**TASK OBJECTIVE**
Restate each of the lines below word for word and drop every picture.

──────── DATA SHOWN ────────

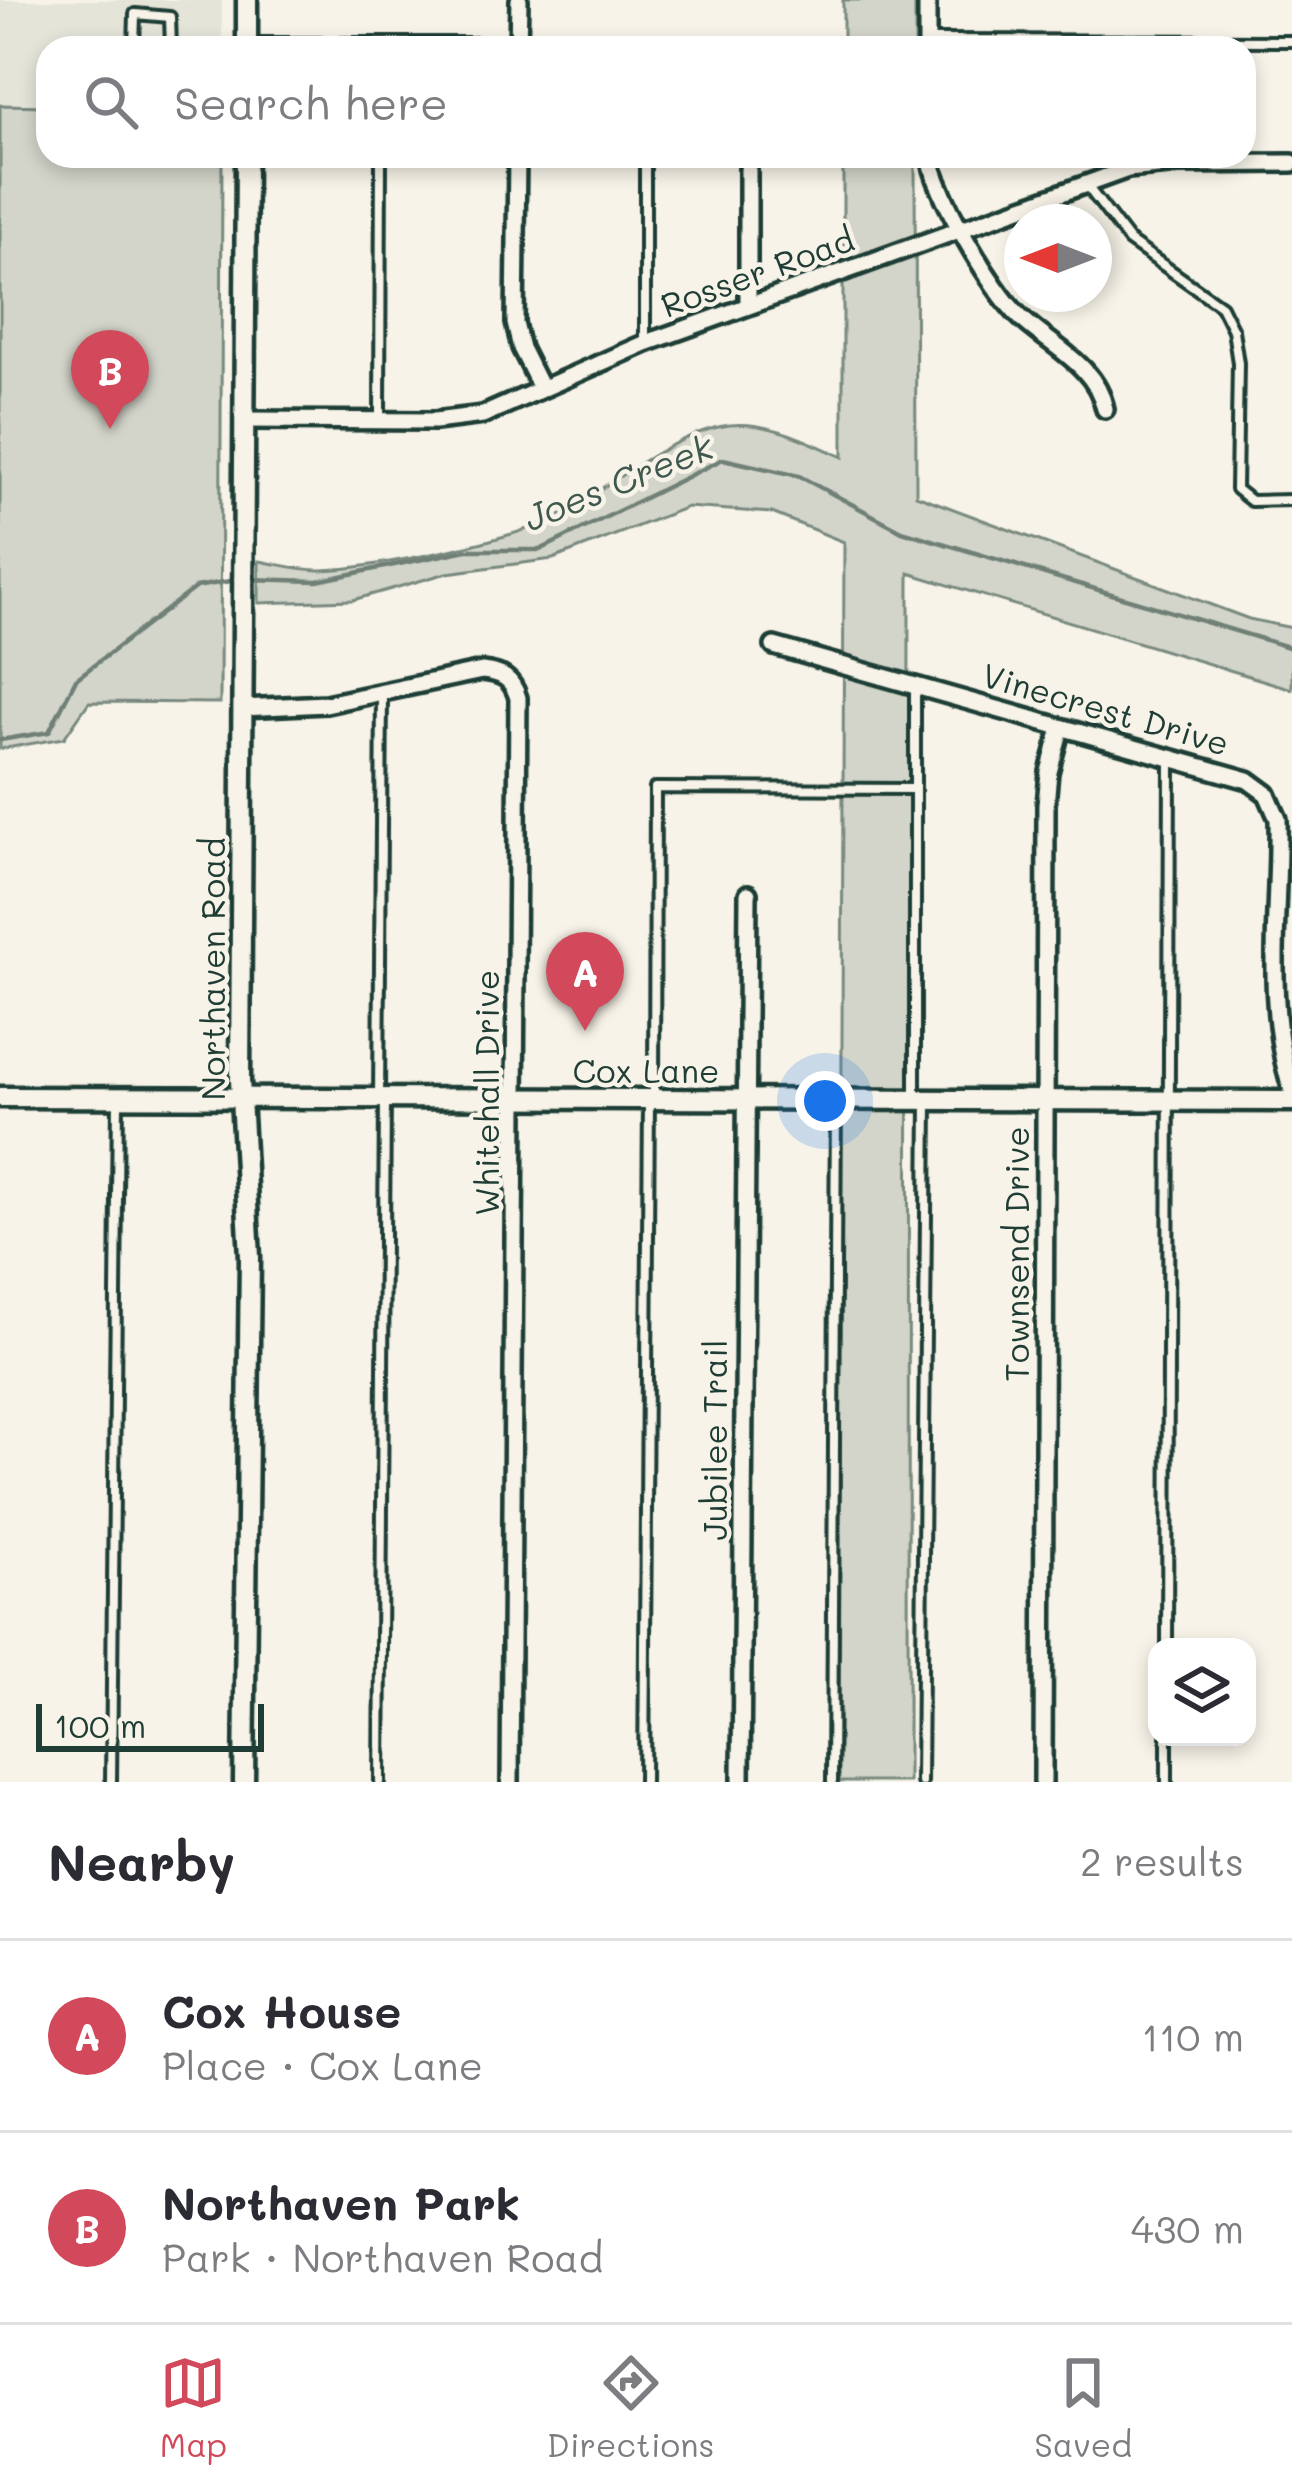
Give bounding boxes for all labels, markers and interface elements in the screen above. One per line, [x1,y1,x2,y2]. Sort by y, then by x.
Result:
search box [36,36,1256,168]
icon: search [78,69,144,135]
text: Search here [174,73,448,131]
north arrow [1004,204,1112,312]
street label: Rosser Road [654,216,860,326]
pin: B [71,330,149,429]
water label: Joes Creek [517,421,720,540]
street label: Vinecrest Drive [978,652,1234,764]
street label: Northaven Road [190,837,233,1101]
pin: A [546,932,624,1031]
street label: Whitehall Drive [464,970,507,1216]
street label: Cox Lane [572,1048,720,1091]
your location [795,1071,855,1131]
street label: Townsend Drive [994,1126,1037,1382]
street label: Jubilee Trail [692,1340,735,1540]
map controls [1148,1638,1256,1746]
button: layers [1148,1638,1256,1746]
scale bar [36,1698,264,1751]
text: 100 m [54,1703,146,1746]
text: Nearby [48,1827,235,1894]
text: 2 results [1080,1835,1244,1886]
text: Cox House [162,1981,401,2039]
text: A [73,2010,101,2061]
text: 110 m [1142,2010,1244,2061]
text: Place · Cox Lane [162,2039,483,2090]
text: Northaven Park [162,2173,520,2231]
text: B [74,2202,100,2253]
text: 430 m [1131,2202,1244,2253]
text: Park · Northaven Road [162,2231,603,2282]
tab: Map [160,2350,227,2465]
tab: Directions [547,2350,714,2465]
tab: Saved [1034,2350,1132,2465]

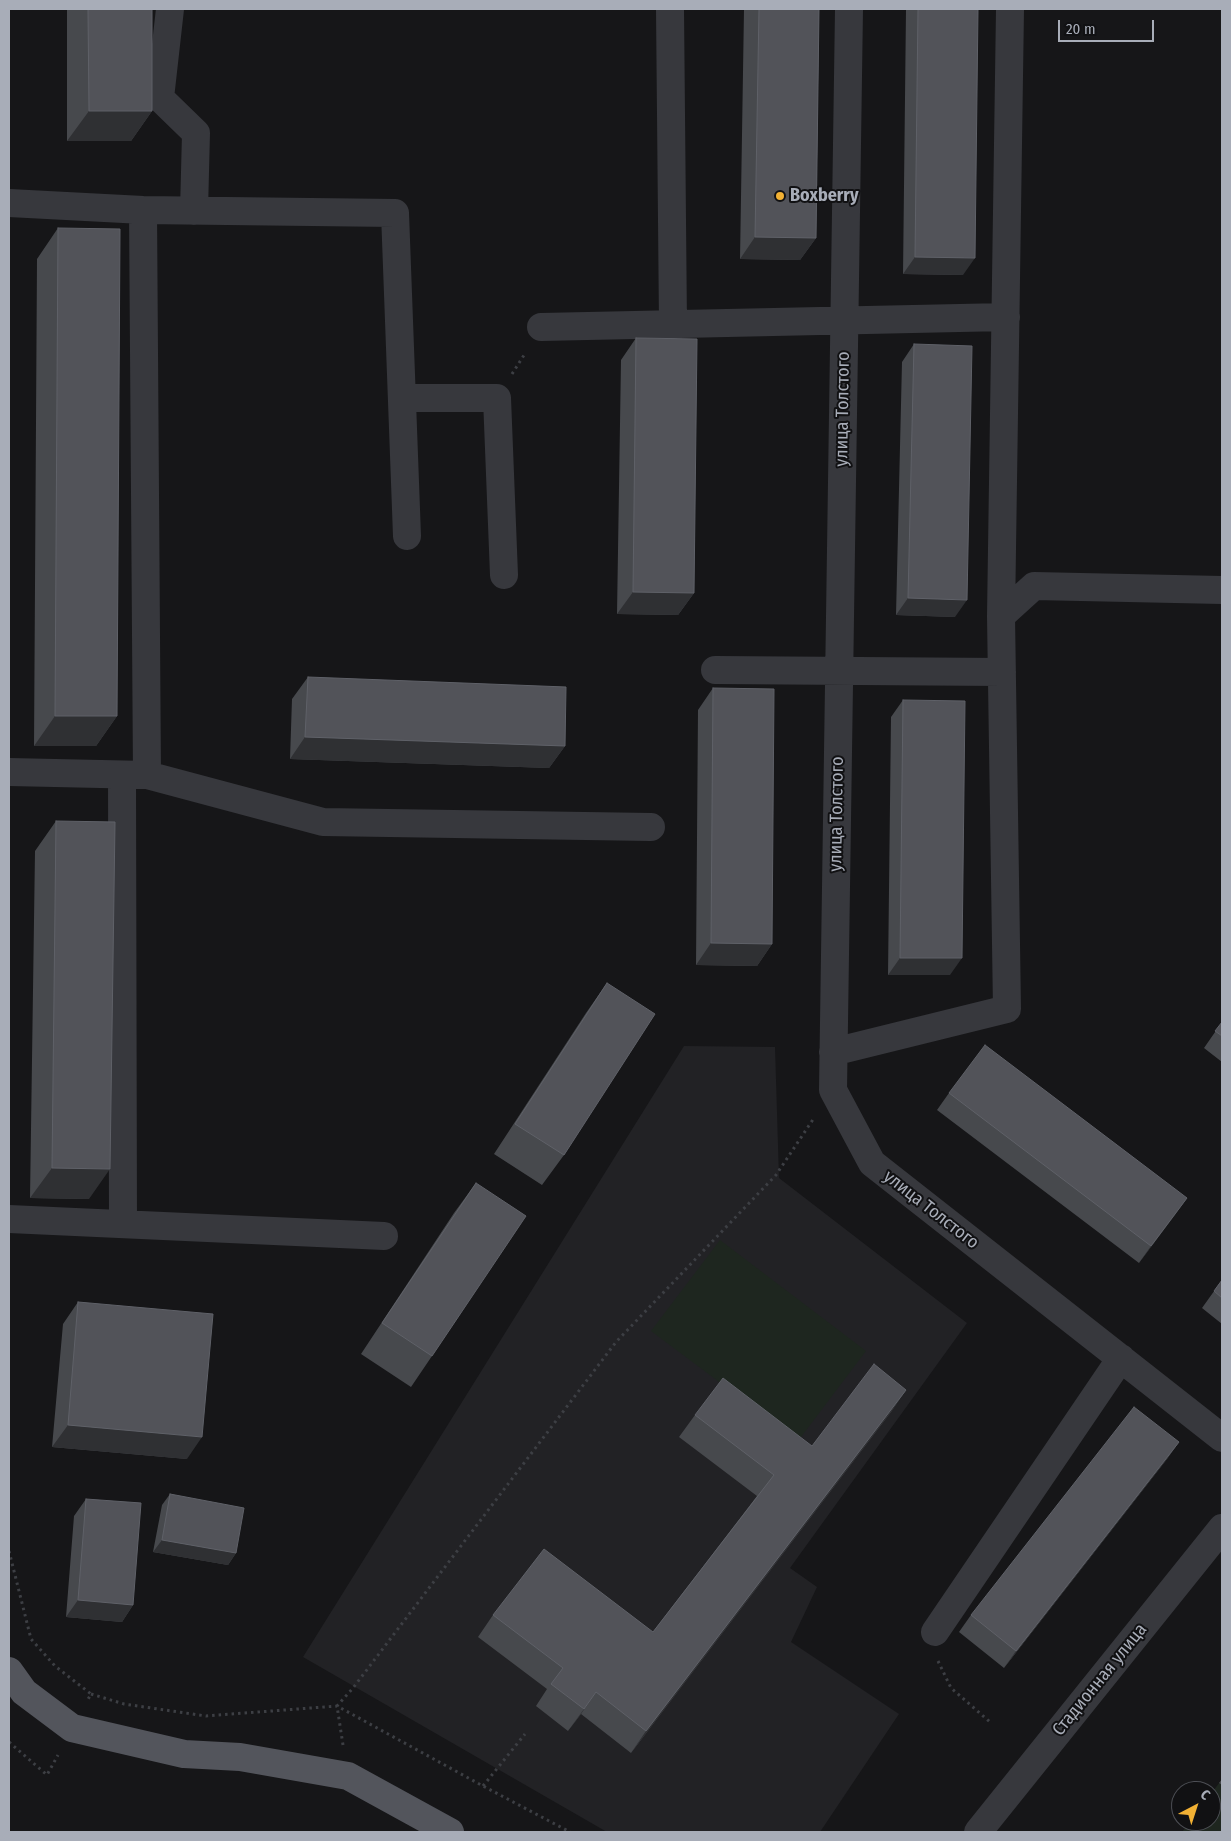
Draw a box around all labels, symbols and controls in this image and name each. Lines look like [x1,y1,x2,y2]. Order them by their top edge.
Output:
scale bar [1061,10,1157,42]
text: 20 m [1066,20,1096,38]
place label: Boxberry [790,185,859,207]
marker: Boxberry [774,190,786,202]
street label: улица Толстого [831,351,855,467]
street label: улица Толстого [825,756,849,872]
street label: улица Толстого [879,1166,983,1254]
street label: Стадионная улица [1048,1620,1152,1740]
north arrow [1171,1781,1221,1831]
text: С [1197,1786,1214,1804]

────────

**ANSWER FOR THE TASK**
Give bounding boxes for all labels, markers and interface elements in the screen above. One per line, [x1,y1,x2,y2]. Sort by y, then by x.
Result:
search box [36,36,1256,168]
icon: search [78,69,144,135]
text: Search here [174,73,448,131]
north arrow [1004,204,1112,312]
street label: Rosser Road [654,216,860,326]
pin: B [71,330,149,429]
water label: Joes Creek [517,421,720,540]
street label: Vinecrest Drive [978,652,1234,764]
street label: Northaven Road [190,837,233,1101]
pin: A [546,932,624,1031]
street label: Whitehall Drive [464,970,507,1216]
street label: Cox Lane [572,1048,720,1091]
your location [795,1071,855,1131]
street label: Townsend Drive [994,1126,1037,1382]
street label: Jubilee Trail [692,1340,735,1540]
map controls [1148,1638,1256,1746]
button: layers [1148,1638,1256,1746]
scale bar [36,1698,264,1751]
text: 100 m [54,1703,146,1746]
text: Nearby [48,1827,235,1894]
text: 2 results [1080,1835,1244,1886]
text: Cox House [162,1981,401,2039]
text: A [73,2010,101,2061]
text: 110 m [1142,2010,1244,2061]
text: Place · Cox Lane [162,2039,483,2090]
text: Northaven Park [162,2173,520,2231]
text: B [74,2202,100,2253]
text: 430 m [1131,2202,1244,2253]
text: Park · Northaven Road [162,2231,603,2282]
tab: Map [160,2350,227,2465]
tab: Directions [547,2350,714,2465]
tab: Saved [1034,2350,1132,2465]

Draw a box around all labels, symbols and controls in this image and name each. Lines look like [x1,y1,x2,y2]. Order them by their top edge.
Output:
scale bar [1061,10,1157,42]
text: 20 m [1066,20,1096,38]
place label: Boxberry [790,185,859,207]
marker: Boxberry [774,190,786,202]
street label: улица Толстого [831,351,855,467]
street label: улица Толстого [825,756,849,872]
street label: улица Толстого [879,1166,983,1254]
street label: Стадионная улица [1048,1620,1152,1740]
north arrow [1171,1781,1221,1831]
text: С [1197,1786,1214,1804]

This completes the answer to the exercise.